BEGIN SOURCE INFORMATION

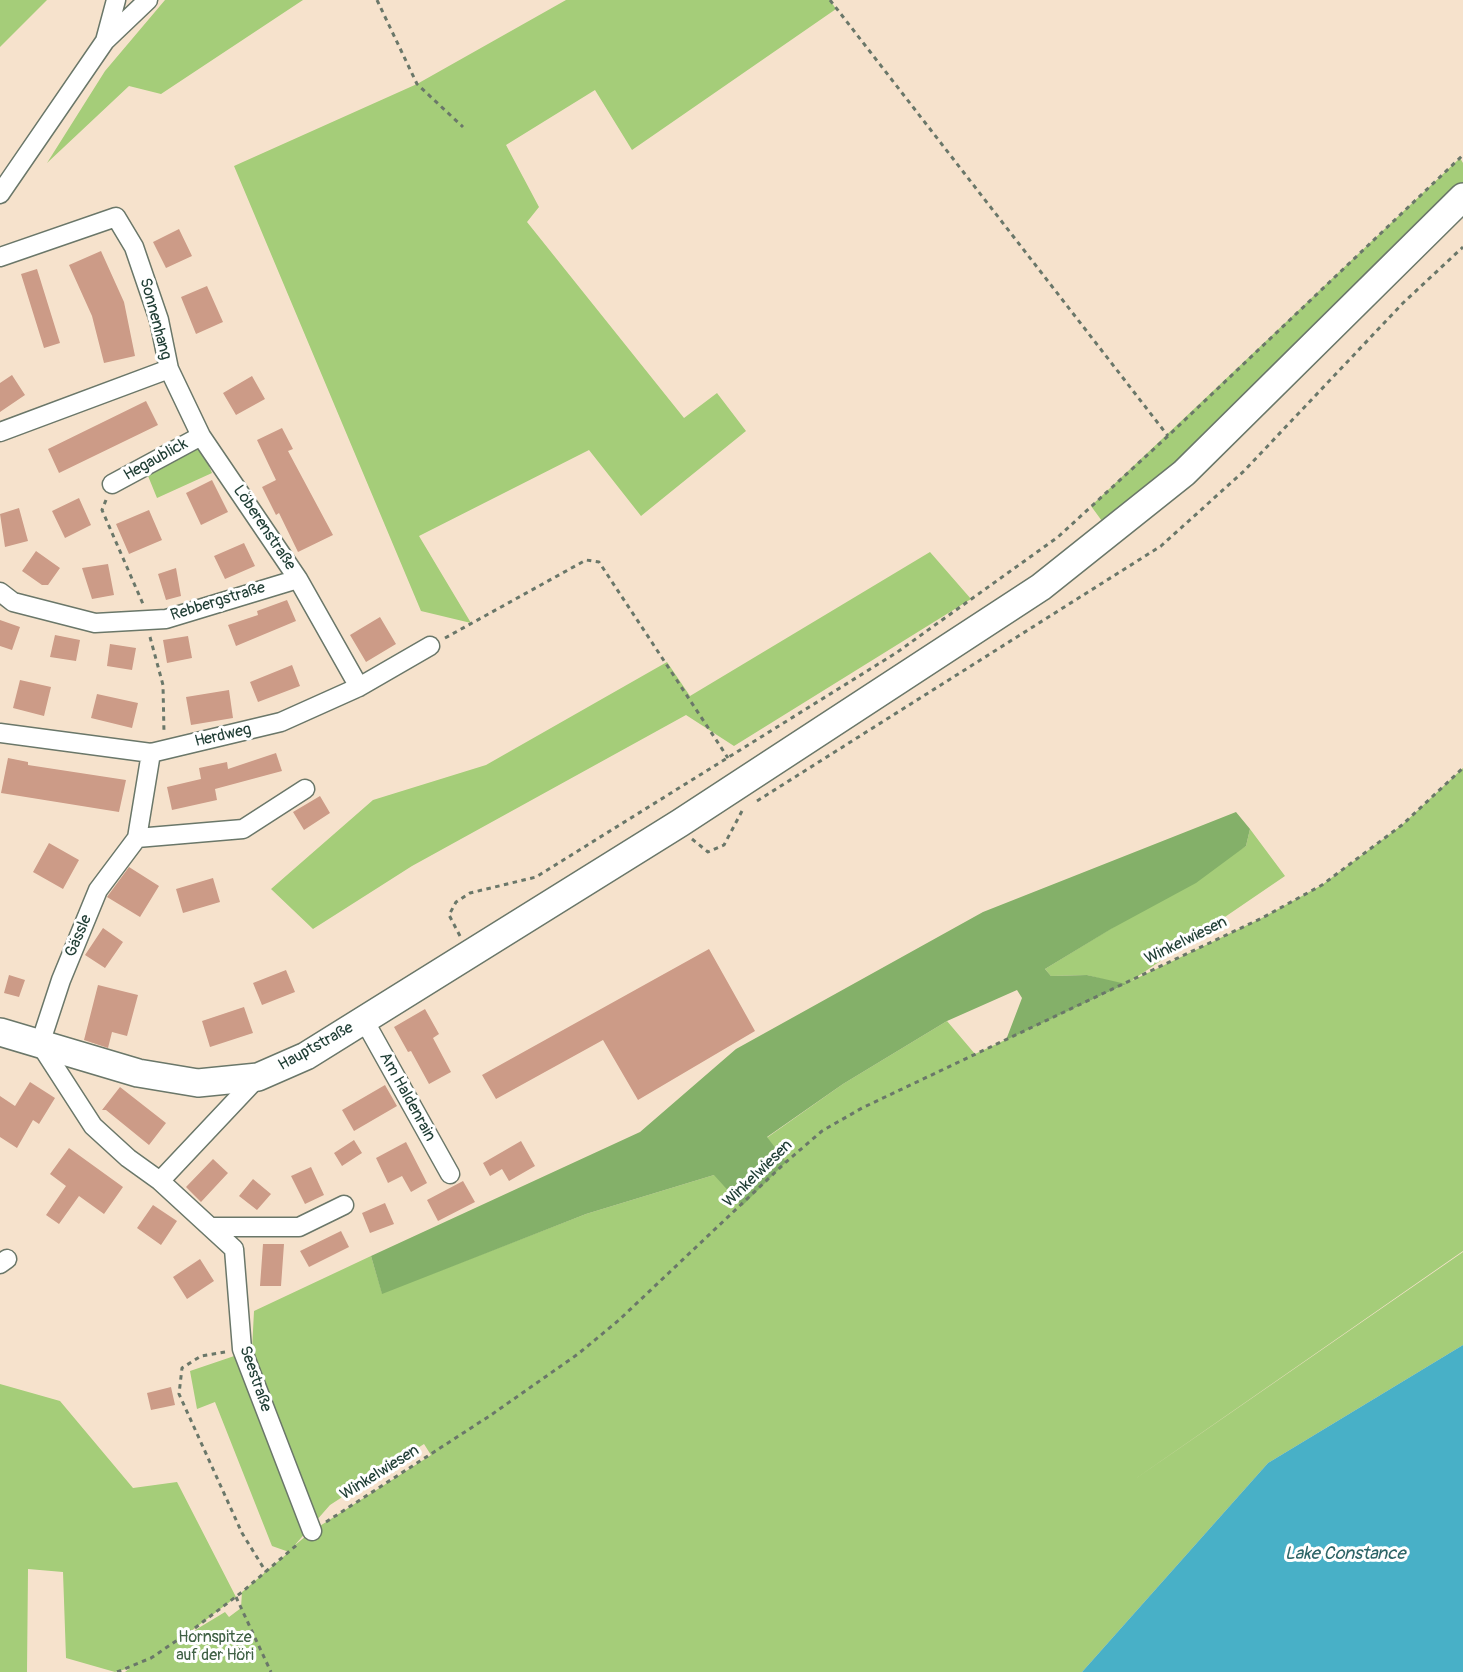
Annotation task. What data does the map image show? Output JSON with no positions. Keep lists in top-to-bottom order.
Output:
{
  "streets": {
    "main road": ["Hauptstraße"],
    "street": [
      "Sonnenhang",
      "Hegaublick",
      "Löberenstraße",
      "Rebbergstraße",
      "Herdweg",
      "Gässle",
      "Am Haldenrain",
      "Seestraße"
    ],
    "path": ["Winkelwiesen"]
  },
  "crossings": [
    ["Sonnenhang", "Löberenstraße"],
    ["Hegaublick", "Löberenstraße"],
    ["Löberenstraße", "Rebbergstraße"],
    ["Löberenstraße", "Herdweg"],
    ["Herdweg", "Gässle"],
    ["Gässle", "Hauptstraße"],
    ["Gässle", "Seestraße"],
    ["Winkelwiesen", "Seestraße"],
    ["Hauptstraße", "Am Haldenrain"],
    ["Hauptstraße", "Seestraße"]
  ],
  "water": ["Lake Constance"],
  "parks": ["Hornspitze auf der Höri"]
}
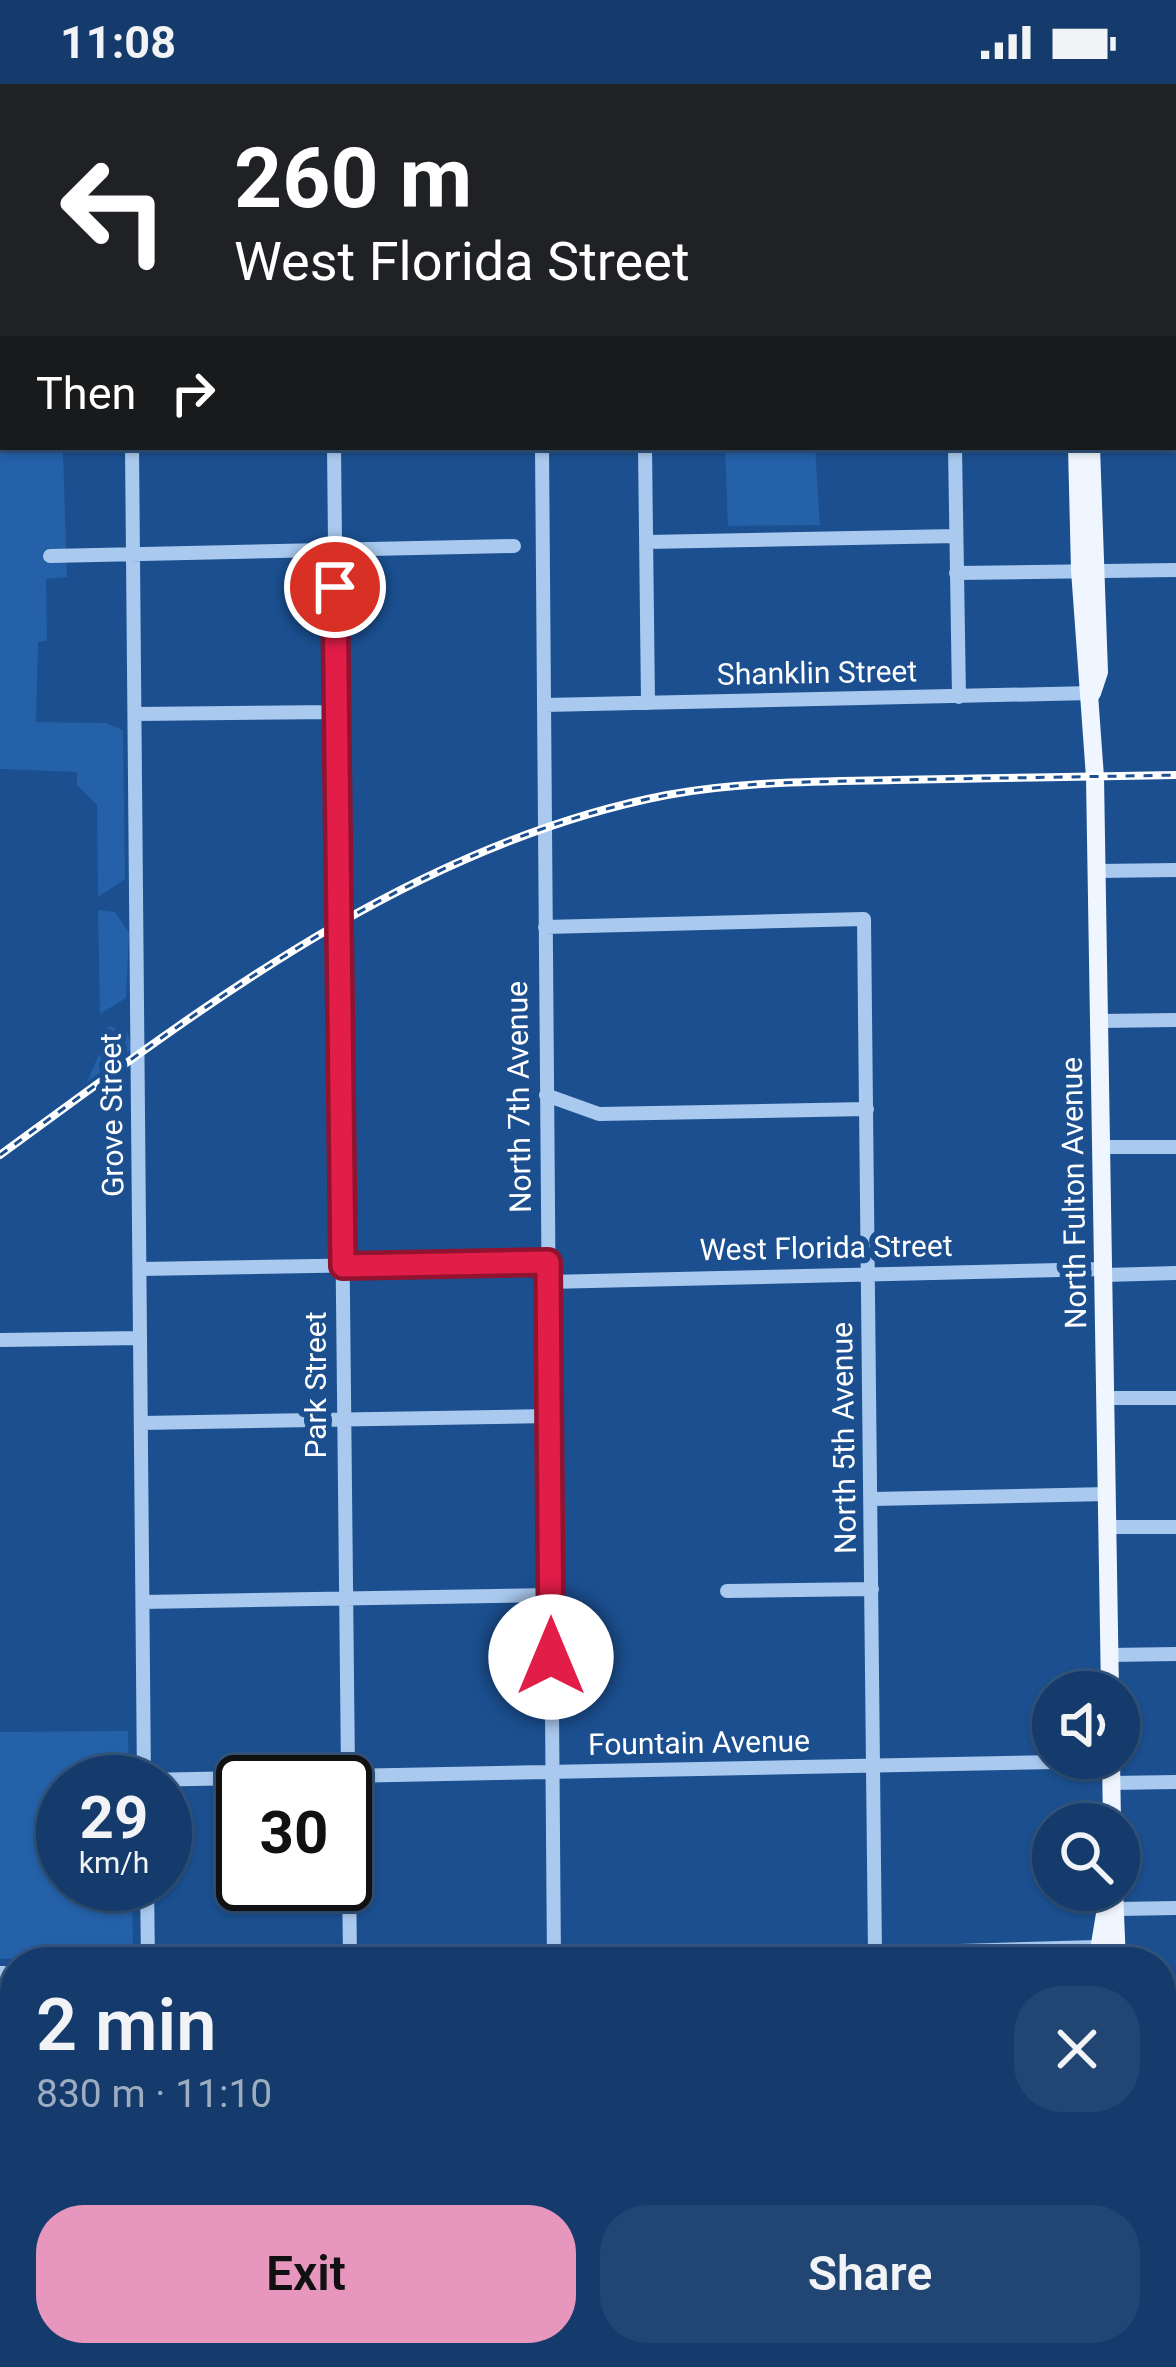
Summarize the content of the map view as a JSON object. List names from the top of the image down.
{
  "streets": {
    "main road": ["North Fulton Avenue"],
    "street": [
      "Shanklin Street",
      "North 7th Avenue",
      "Grove Street",
      "West Florida Street",
      "Park Street",
      "North 5th Avenue",
      "Fountain Avenue"
    ]
  },
  "crossings": [
    ["Shanklin Street", "North 7th Avenue"],
    ["Shanklin Street", "North Fulton Avenue"],
    ["North 7th Avenue", "West Florida Street"],
    ["North 7th Avenue", "North 5th Avenue"],
    ["North 7th Avenue", "Fountain Avenue"],
    ["North Fulton Avenue", "West Florida Street"],
    ["West Florida Street", "North 5th Avenue"],
    ["North 5th Avenue", "Fountain Avenue"]
  ],
  "page": {
    "status": "11:08",
    "turn": ["260 m", "West Florida Street"],
    "then": "Then",
    "speed": "29 km/h",
    "limit": "30",
    "heading": ["2 min", "830 m · 11:10"],
    "buttons": ["Exit", "Share"]
  }
}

END SOURCE INFORMATION

*DESCRIPTION OF THE TASK:* Transcribe the whole of the data exactly, minus any pictures.

*TASK OUTPUT:*
Annotation task. What data does the map image show? Output JSON with no positions. Keep lists in top-to-bottom order.
Output:
{
  "streets": {
    "main road": ["Hauptstraße"],
    "street": [
      "Sonnenhang",
      "Hegaublick",
      "Löberenstraße",
      "Rebbergstraße",
      "Herdweg",
      "Gässle",
      "Am Haldenrain",
      "Seestraße"
    ],
    "path": ["Winkelwiesen"]
  },
  "crossings": [
    ["Sonnenhang", "Löberenstraße"],
    ["Hegaublick", "Löberenstraße"],
    ["Löberenstraße", "Rebbergstraße"],
    ["Löberenstraße", "Herdweg"],
    ["Herdweg", "Gässle"],
    ["Gässle", "Hauptstraße"],
    ["Gässle", "Seestraße"],
    ["Winkelwiesen", "Seestraße"],
    ["Hauptstraße", "Am Haldenrain"],
    ["Hauptstraße", "Seestraße"]
  ],
  "water": ["Lake Constance"],
  "parks": ["Hornspitze auf der Höri"]
}
Summarize the content of the map view as a JSON object. List names from the top of the image down.
{
  "streets": {
    "main road": ["North Fulton Avenue"],
    "street": [
      "Shanklin Street",
      "North 7th Avenue",
      "Grove Street",
      "West Florida Street",
      "Park Street",
      "North 5th Avenue",
      "Fountain Avenue"
    ]
  },
  "crossings": [
    ["Shanklin Street", "North 7th Avenue"],
    ["Shanklin Street", "North Fulton Avenue"],
    ["North 7th Avenue", "West Florida Street"],
    ["North 7th Avenue", "North 5th Avenue"],
    ["North 7th Avenue", "Fountain Avenue"],
    ["North Fulton Avenue", "West Florida Street"],
    ["West Florida Street", "North 5th Avenue"],
    ["North 5th Avenue", "Fountain Avenue"]
  ],
  "page": {
    "status": "11:08",
    "turn": ["260 m", "West Florida Street"],
    "then": "Then",
    "speed": "29 km/h",
    "limit": "30",
    "heading": ["2 min", "830 m · 11:10"],
    "buttons": ["Exit", "Share"]
  }
}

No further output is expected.